The objective of this study was to assess the cost-effectiveness of three empirically supported treatments for panic disorder with or without agoraphobia: cognitive behavioral therapy (CBT), pharmacotherapy using a selective serotonin reuptake inhibitor (SSRI), or the combination of both (CBT+SSRI).


Cost-effectiveness was examined based on the data from a multicenter randomized controlled trial. The Hamilton Anxiety Rating Scale was selected as a primary health outcome measure. Data on costs from a societal perspective (i.e., direct medical, direct non-medical, and indirect non-medical costs) were collected in the study sample (N = 150) throughout a 24-month period in which patients received active treatment during the first twelve months and were seen twice for follow-up in the next twelve months.
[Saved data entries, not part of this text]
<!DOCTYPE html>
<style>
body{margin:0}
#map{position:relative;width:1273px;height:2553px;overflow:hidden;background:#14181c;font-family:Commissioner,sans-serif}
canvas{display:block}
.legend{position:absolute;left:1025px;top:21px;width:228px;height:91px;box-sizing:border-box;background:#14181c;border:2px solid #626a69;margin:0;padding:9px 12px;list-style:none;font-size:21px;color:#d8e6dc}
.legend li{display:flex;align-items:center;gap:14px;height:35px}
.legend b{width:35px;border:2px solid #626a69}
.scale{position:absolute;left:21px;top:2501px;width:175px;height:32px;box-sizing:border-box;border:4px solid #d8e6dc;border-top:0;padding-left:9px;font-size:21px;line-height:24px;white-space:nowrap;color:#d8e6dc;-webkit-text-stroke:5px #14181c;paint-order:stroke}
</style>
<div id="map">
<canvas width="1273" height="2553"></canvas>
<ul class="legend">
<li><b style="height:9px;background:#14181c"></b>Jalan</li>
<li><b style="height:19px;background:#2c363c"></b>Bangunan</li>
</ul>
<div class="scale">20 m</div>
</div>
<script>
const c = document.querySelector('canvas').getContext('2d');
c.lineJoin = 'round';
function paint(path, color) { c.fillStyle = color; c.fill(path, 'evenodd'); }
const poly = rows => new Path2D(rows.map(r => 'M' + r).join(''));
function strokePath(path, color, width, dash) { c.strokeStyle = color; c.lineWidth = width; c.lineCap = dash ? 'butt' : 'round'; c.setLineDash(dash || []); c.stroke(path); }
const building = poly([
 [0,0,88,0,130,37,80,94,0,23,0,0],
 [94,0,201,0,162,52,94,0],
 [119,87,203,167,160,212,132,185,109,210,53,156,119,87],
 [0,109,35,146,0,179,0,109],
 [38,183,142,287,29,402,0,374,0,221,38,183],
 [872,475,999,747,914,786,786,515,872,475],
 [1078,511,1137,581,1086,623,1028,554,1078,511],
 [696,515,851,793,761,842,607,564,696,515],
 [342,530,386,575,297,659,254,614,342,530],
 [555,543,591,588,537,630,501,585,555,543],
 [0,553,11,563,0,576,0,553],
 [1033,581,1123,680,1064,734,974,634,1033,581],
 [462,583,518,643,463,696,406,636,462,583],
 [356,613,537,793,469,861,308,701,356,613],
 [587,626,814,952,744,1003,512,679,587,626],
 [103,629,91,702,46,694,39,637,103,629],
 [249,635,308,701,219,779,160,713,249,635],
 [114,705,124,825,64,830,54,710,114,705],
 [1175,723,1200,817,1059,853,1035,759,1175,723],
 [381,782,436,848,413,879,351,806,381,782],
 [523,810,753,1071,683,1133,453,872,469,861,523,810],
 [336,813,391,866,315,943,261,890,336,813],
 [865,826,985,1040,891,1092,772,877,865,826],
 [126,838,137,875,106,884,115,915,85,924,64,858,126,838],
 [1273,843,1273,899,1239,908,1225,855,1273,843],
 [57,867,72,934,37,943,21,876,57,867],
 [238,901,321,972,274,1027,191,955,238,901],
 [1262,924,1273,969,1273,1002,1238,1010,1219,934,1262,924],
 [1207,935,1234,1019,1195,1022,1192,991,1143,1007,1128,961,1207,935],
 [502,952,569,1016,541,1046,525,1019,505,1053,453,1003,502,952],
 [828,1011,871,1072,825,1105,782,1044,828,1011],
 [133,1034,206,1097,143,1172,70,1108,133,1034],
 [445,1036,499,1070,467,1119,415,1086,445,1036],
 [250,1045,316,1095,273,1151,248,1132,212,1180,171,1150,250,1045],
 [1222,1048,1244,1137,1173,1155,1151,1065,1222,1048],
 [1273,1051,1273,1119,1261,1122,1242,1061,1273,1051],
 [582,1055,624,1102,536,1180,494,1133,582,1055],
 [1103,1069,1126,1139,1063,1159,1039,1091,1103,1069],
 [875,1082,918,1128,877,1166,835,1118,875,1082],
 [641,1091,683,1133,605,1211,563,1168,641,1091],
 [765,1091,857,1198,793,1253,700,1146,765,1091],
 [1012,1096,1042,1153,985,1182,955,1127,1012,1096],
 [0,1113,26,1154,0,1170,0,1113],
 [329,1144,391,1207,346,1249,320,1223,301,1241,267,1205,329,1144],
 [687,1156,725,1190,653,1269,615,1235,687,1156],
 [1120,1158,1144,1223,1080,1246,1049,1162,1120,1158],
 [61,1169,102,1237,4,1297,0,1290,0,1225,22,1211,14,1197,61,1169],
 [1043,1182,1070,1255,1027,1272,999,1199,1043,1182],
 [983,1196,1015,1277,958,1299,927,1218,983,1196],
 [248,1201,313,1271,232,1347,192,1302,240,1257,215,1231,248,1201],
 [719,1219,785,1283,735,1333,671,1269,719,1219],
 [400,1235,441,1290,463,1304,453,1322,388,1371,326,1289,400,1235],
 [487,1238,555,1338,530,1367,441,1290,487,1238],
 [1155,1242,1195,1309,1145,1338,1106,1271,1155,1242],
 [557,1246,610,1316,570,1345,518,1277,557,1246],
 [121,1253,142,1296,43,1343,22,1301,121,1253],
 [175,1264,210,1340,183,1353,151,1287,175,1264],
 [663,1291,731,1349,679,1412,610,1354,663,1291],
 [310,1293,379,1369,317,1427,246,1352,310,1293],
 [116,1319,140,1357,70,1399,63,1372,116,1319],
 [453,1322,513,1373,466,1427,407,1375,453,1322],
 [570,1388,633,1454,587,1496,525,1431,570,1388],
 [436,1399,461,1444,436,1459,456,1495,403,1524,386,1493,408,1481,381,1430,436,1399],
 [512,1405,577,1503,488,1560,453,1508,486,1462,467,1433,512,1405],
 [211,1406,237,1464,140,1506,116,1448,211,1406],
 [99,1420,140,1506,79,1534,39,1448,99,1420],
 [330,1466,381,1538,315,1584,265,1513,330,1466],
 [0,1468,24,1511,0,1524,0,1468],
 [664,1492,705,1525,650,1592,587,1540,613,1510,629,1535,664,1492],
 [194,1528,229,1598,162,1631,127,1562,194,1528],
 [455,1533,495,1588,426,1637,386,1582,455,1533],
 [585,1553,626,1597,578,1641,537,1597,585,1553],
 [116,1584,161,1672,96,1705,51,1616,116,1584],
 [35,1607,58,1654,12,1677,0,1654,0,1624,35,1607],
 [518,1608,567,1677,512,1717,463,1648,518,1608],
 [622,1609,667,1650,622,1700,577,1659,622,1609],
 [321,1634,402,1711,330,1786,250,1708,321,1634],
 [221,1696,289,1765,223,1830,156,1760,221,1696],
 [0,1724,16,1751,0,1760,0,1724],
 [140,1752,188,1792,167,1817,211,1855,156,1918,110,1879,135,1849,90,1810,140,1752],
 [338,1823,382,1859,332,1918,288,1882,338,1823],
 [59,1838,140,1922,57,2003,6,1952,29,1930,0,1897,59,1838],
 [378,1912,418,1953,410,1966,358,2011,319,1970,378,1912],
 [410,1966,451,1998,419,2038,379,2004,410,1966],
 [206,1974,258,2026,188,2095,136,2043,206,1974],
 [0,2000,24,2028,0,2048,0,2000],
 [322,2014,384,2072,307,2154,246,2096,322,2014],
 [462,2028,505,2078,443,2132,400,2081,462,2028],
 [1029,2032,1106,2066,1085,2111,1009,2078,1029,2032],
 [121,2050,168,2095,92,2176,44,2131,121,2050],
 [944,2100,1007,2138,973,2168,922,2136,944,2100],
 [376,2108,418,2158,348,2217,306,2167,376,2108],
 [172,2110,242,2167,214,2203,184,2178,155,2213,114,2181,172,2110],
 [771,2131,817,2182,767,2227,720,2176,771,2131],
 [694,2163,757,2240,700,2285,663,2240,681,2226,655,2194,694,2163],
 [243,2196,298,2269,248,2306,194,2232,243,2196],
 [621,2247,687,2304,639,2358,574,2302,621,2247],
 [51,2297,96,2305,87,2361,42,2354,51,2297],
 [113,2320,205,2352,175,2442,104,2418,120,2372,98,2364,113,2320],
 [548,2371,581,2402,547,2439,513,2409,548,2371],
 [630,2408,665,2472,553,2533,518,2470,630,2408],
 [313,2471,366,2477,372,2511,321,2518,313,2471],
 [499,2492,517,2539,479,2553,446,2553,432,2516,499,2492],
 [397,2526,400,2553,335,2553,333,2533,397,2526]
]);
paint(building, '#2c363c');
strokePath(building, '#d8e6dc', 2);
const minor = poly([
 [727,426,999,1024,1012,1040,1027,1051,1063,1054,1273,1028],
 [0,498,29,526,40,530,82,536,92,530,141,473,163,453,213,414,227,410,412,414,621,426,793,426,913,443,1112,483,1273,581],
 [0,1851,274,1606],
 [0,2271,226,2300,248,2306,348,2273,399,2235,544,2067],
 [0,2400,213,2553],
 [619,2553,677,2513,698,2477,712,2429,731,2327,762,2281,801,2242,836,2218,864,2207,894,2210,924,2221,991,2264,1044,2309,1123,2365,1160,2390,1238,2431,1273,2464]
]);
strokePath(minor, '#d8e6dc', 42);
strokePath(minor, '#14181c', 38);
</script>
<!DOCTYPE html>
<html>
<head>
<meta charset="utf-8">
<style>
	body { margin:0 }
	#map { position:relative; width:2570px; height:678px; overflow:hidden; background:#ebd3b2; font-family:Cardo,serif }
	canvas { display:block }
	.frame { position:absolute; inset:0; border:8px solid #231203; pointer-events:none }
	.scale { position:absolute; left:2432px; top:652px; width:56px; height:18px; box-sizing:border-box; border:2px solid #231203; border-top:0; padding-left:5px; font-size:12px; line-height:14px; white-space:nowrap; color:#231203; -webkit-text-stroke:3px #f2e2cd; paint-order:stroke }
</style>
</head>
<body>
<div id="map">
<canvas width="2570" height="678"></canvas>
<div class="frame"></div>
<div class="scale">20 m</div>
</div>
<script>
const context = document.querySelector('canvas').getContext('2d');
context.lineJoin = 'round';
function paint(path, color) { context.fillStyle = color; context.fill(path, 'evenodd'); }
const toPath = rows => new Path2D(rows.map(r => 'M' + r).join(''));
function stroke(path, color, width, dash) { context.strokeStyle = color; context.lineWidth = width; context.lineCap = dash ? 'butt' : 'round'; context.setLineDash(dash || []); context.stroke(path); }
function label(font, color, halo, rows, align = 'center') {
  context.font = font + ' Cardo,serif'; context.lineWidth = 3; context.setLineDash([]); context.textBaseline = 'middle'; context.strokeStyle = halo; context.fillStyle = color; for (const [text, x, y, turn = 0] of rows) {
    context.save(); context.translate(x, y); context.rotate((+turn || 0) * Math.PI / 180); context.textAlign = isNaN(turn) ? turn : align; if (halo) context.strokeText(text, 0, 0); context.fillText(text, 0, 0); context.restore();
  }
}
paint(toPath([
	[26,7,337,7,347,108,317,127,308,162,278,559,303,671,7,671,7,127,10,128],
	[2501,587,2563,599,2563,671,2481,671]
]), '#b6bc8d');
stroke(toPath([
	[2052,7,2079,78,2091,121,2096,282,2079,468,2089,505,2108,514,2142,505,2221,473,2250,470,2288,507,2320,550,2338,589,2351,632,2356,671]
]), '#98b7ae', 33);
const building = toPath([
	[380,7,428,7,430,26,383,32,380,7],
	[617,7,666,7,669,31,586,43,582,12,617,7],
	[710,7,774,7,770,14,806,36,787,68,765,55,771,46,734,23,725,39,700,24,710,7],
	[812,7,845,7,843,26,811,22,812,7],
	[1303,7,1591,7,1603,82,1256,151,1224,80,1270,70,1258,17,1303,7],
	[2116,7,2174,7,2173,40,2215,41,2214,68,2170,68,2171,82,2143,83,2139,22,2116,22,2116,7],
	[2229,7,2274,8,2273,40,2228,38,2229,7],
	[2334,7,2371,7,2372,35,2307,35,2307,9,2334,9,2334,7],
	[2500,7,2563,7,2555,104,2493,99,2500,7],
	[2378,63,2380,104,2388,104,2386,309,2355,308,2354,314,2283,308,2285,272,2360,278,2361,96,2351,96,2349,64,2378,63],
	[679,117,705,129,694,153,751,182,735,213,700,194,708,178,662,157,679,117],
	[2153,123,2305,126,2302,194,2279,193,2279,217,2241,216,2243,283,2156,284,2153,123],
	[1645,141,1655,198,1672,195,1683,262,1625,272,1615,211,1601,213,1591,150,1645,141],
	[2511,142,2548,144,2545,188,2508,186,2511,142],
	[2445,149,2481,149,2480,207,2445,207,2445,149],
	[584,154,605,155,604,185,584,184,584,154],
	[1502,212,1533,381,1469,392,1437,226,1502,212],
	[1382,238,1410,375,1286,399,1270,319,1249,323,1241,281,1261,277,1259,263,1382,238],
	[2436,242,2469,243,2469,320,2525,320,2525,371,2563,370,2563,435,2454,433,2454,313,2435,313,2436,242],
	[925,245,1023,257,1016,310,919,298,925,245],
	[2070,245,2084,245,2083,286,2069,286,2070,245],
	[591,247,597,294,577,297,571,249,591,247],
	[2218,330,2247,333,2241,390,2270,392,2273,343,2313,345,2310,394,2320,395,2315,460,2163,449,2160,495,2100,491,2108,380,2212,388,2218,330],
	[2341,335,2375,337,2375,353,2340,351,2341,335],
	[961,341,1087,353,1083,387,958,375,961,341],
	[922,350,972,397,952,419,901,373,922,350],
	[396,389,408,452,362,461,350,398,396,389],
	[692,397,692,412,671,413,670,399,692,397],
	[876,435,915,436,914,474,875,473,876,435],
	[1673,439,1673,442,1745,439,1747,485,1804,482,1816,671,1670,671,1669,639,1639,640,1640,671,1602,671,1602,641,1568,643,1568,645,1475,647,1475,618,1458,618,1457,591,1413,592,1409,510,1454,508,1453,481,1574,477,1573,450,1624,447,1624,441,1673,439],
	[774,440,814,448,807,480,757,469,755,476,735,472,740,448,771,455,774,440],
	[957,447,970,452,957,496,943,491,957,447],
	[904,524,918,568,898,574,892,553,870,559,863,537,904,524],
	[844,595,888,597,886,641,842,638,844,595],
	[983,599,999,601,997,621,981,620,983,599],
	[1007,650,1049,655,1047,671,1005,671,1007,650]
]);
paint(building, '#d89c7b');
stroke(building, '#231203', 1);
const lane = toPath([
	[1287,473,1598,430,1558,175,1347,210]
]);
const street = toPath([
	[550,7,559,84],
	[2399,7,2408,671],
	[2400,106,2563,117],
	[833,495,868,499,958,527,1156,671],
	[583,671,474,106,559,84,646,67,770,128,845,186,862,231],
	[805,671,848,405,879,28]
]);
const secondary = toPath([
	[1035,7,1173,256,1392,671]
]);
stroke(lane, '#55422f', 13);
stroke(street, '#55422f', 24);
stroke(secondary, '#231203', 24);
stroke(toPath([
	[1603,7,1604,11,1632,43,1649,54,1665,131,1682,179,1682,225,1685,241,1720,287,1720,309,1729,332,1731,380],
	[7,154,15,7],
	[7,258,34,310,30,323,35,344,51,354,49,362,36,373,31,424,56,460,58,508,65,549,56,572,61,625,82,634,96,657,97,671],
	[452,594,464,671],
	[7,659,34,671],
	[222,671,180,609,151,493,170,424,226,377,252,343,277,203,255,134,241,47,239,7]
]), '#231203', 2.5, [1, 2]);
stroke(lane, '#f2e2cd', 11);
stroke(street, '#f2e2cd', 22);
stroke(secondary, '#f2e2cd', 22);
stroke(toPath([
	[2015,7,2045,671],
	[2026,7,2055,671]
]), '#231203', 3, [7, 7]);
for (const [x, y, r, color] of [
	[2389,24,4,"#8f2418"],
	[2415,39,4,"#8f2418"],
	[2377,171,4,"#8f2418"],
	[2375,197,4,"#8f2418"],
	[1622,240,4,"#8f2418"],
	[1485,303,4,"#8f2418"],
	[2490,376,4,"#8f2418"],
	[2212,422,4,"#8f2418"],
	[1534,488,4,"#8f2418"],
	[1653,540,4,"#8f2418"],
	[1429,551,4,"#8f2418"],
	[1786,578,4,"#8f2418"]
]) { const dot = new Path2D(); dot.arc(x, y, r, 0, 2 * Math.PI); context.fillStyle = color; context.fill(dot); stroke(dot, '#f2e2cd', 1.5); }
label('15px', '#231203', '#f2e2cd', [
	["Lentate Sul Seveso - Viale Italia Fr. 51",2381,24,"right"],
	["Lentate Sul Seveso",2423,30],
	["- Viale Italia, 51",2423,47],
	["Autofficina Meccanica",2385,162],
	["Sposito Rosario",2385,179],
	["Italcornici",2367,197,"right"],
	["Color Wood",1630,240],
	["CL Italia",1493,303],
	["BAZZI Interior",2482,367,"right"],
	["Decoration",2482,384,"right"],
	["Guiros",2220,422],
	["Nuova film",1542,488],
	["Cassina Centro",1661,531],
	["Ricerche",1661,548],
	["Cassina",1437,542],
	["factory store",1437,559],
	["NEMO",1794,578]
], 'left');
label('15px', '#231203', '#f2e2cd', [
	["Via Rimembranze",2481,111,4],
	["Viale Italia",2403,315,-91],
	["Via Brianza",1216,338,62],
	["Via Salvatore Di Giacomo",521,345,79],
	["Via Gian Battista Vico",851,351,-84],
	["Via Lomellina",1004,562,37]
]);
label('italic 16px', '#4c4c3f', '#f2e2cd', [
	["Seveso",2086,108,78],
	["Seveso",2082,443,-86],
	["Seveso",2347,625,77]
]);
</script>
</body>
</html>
Total costs were largely influenced by costs of the interventions and productivity losses. The mean total societal costs were lower for CBT as compared to SSRI and CBT+SSRI. Costs of medication use were substantial for both SSRI and CBT+SSRI. When examining the balance between costs and health outcomes, both CBT and CBT+SSRI led to more positive outcomes than SSRI.


Cognitive behavioral therapy is associated with the lowest societal costs. Cognitive behavioral therapy and CBT+SSRI are more cost-effective treatments for panic disorder with or without agoraphobia as compared to SSRI only.